The banks are clearly interested. Many have signed up to the Equator Principles that embed sustainable and responsible investment (SRI) criteria in project finance, and nearly all of them are bringing SRI into their mainstream research process. Energy bankers are increasingly focused on alternative energy and fuel, and commodity traders talk about carbon emissions almost as much as they do about copper or oil.

Very senior personnel have been redeployed. At Lehman Brothers, the bank’s senior policy adviser, Dr John Llewellyn, is a European policy heavyweight who spent 17 years at the Organisation for Economic Co-operation and Development – the final five as chief of staff. A founding member of the European Central Bank shadow council, and a member of the president of the European Commission’s group of economic policy analysis, Mr Llewellyn now spends all his time studying scientific evidence for climate change and looking at how investment banking technology can be applied to solve environmental problems. His thoughts and the bank’s positioning paper are expected at the beginning of 2007.

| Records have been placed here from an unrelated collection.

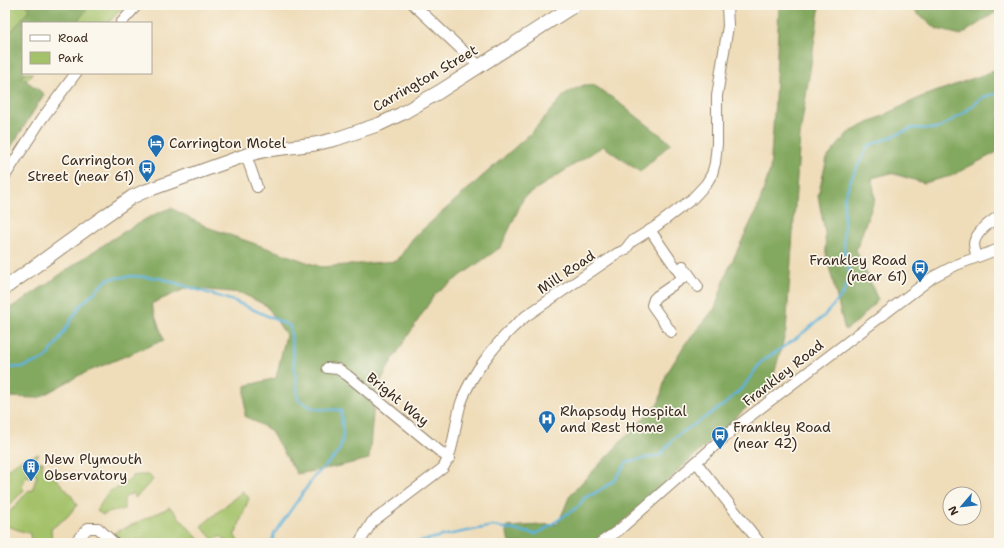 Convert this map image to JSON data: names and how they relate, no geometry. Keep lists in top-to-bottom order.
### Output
{
  "streets": {
    "main road": ["Carrington Street"],
    "street": ["Mill Road", "Frankley Road", "Bright Way"]
  },
  "crossings": [
    ["Mill Road", "Bright Way"]
  ],
  "places": {
    "hotel": ["Carrington Motel"],
    "bus stop": ["Carrington Street (near 61)", "Frankley Road (near 61)", "Frankley Road (near 42)"],
    "hospital": ["Rhapsody Hospital and Rest Home"],
    "building": ["New Plymouth Observatory"]
  },
  "legend": ["Road", "Park"],
  "north": "bottom left"
} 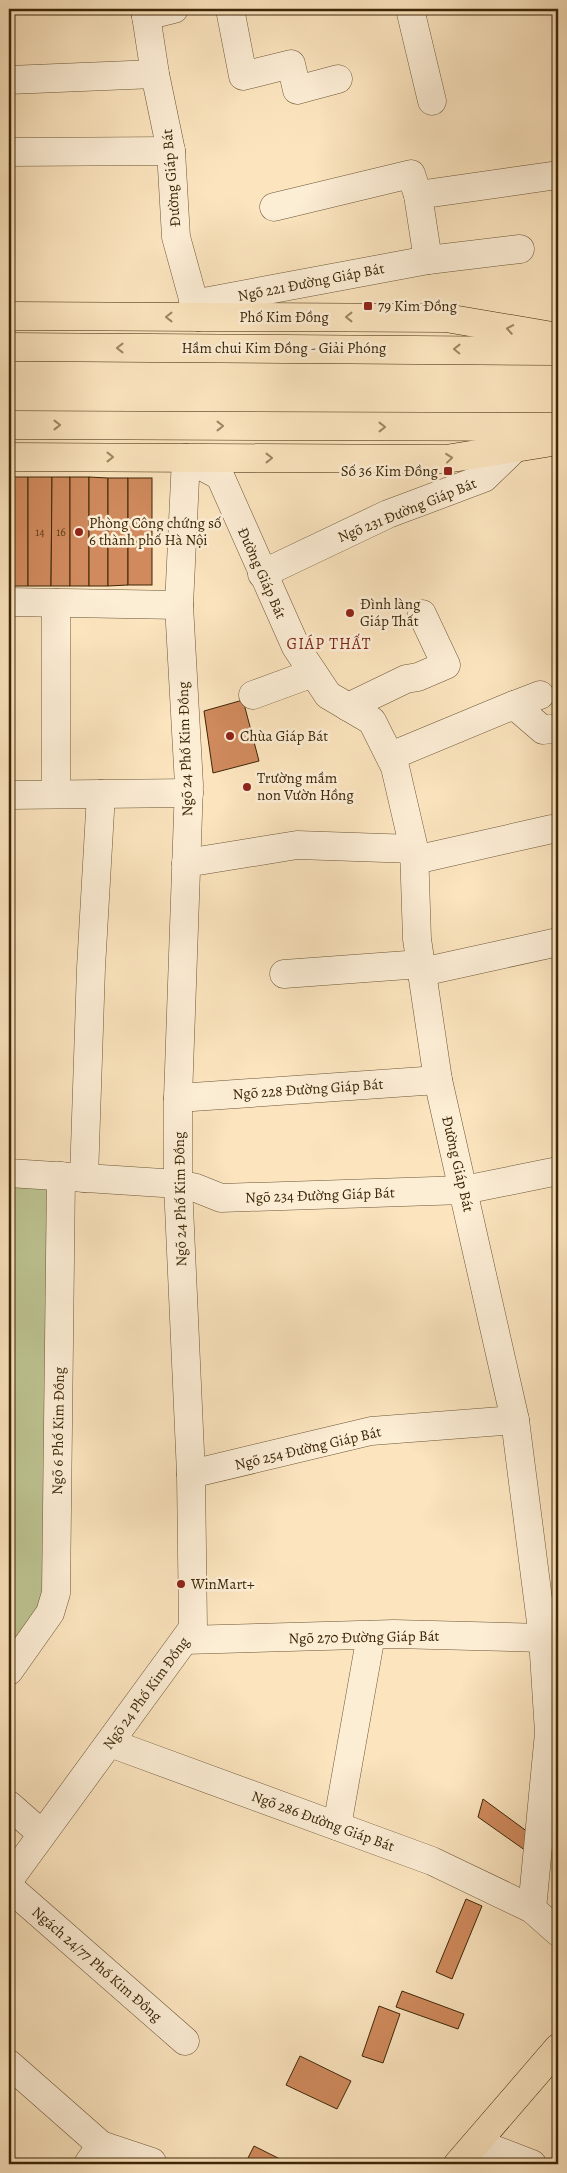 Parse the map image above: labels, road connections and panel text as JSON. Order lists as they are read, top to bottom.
{
  "streets": {
    "main road": ["Phố Kim Đồng", "Hầm chui Kim Đồng - Giải Phóng"],
    "street": [
      "Đường Giáp Bát",
      "Ngõ 221 Đường Giáp Bát",
      "Ngõ 231 Đường Giáp Bát",
      "Ngõ 24 Phố Kim Đồng",
      "Ngõ 228 Đường Giáp Bát",
      "Ngõ 234 Đường Giáp Bát",
      "Ngõ 6 Phố Kim Đồng",
      "Ngõ 254 Đường Giáp Bát",
      "Ngõ 270 Đường Giáp Bát",
      "Ngõ 286 Đường Giáp Bát",
      "Ngách 24/77 Phố Kim Đồng"
    ]
  },
  "crossings": [
    ["Đường Giáp Bát", "Ngõ 221 Đường Giáp Bát"],
    ["Đường Giáp Bát", "Phố Kim Đồng"],
    ["Đường Giáp Bát", "Ngõ 231 Đường Giáp Bát"],
    ["Đường Giáp Bát", "Ngõ 24 Phố Kim Đồng"],
    ["Đường Giáp Bát", "Ngõ 228 Đường Giáp Bát"],
    ["Đường Giáp Bát", "Ngõ 234 Đường Giáp Bát"],
    ["Đường Giáp Bát", "Ngõ 254 Đường Giáp Bát"],
    ["Đường Giáp Bát", "Ngõ 270 Đường Giáp Bát"],
    ["Đường Giáp Bát", "Ngõ 286 Đường Giáp Bát"],
    ["Ngõ 221 Đường Giáp Bát", "Phố Kim Đồng"],
    ["Ngõ 24 Phố Kim Đồng", "Ngõ 228 Đường Giáp Bát"],
    ["Ngõ 24 Phố Kim Đồng", "Ngõ 234 Đường Giáp Bát"],
    ["Ngõ 24 Phố Kim Đồng", "Ngõ 254 Đường Giáp Bát"],
    ["Ngõ 24 Phố Kim Đồng", "Ngõ 270 Đường Giáp Bát"],
    ["Ngõ 24 Phố Kim Đồng", "Ngõ 286 Đường Giáp Bát"]
  ],
  "districts": ["GIÁP THẤT"],
  "places": {
    "transit": ["79 Kim Đồng", "Số 36 Kim Đồng"],
    "other": [
      "Phòng Công chứng số 6 thành phố Hà Nội",
      "Đình làng Giáp Thất",
      "Chùa Giáp Bát",
      "Trường mầm non Vườn Hồng",
      "WinMart+"
    ]
  },
  "house_numbers": ["14", "16"]
}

Investment banks, from Goldman Sachs to ABN AMRO, have created specific business groups that draw together people from trading, structured finance, research, sustainable development and business development to identify the challenges and exploit the opportunities posed by ESG.

Environment in safe hands

What some see as opportunism, others see as evidence that such matters are finally falling into the hands of people who can make a difference. While tree-huggers and philanthropists have played an important role in highlighting such issues, and governments and multilateral organisations have tried to penalise irresponsible behaviour, collectively they have largely failed to halt the destruction of the world’s rainforests or cool the progress of global warming.

When big banks and big business get involved, market proponents argue, money moves and change happens.

“The environment has been in the hands of the wrong people. Environmentalists and bureaucrats are not the right people to solve the problems,” says John Forgach, former banker and founding CEO of re-insurer ForestRe. “Long-term environment projects have been held hostage to the cycles of democratic politics. Multilateral organisations do not have the stomach to run the kinds of projects that such challenges demand. They are an excellent platform for debate but funding should come from the private sector and the capital markets: multinational companies’ existence is dependent on their access to raw materials, and the global investor base has the capital needed for investment. Both are accountable [to shareholders and investors] in a way that multilaterals will never be.”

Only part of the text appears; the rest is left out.